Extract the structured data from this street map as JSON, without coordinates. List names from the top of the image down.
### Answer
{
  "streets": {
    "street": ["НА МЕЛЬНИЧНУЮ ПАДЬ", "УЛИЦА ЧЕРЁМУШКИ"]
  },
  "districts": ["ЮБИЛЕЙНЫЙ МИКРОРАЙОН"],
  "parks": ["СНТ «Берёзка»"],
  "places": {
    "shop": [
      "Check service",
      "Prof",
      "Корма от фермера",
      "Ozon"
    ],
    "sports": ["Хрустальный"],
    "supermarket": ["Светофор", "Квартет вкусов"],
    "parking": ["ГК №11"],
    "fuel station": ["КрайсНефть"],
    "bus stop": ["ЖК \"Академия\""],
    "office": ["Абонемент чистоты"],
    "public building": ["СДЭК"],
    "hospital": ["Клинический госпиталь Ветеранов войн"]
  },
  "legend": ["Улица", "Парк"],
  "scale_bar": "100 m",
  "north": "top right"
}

How to complete this task ->
Print all the entries above. Keep each one exact.

Exercise output ->
Extract the structured data from this street map as JSON, without coordinates. List names from the top of the image down.
### Answer
{
  "streets": {
    "street": ["НА МЕЛЬНИЧНУЮ ПАДЬ", "УЛИЦА ЧЕРЁМУШКИ"]
  },
  "districts": ["ЮБИЛЕЙНЫЙ МИКРОРАЙОН"],
  "parks": ["СНТ «Берёзка»"],
  "places": {
    "shop": [
      "Check service",
      "Prof",
      "Корма от фермера",
      "Ozon"
    ],
    "sports": ["Хрустальный"],
    "supermarket": ["Светофор", "Квартет вкусов"],
    "parking": ["ГК №11"],
    "fuel station": ["КрайсНефть"],
    "bus stop": ["ЖК \"Академия\""],
    "office": ["Абонемент чистоты"],
    "public building": ["СДЭК"],
    "hospital": ["Клинический госпиталь Ветеранов войн"]
  },
  "legend": ["Улица", "Парк"],
  "scale_bar": "100 m",
  "north": "top right"
}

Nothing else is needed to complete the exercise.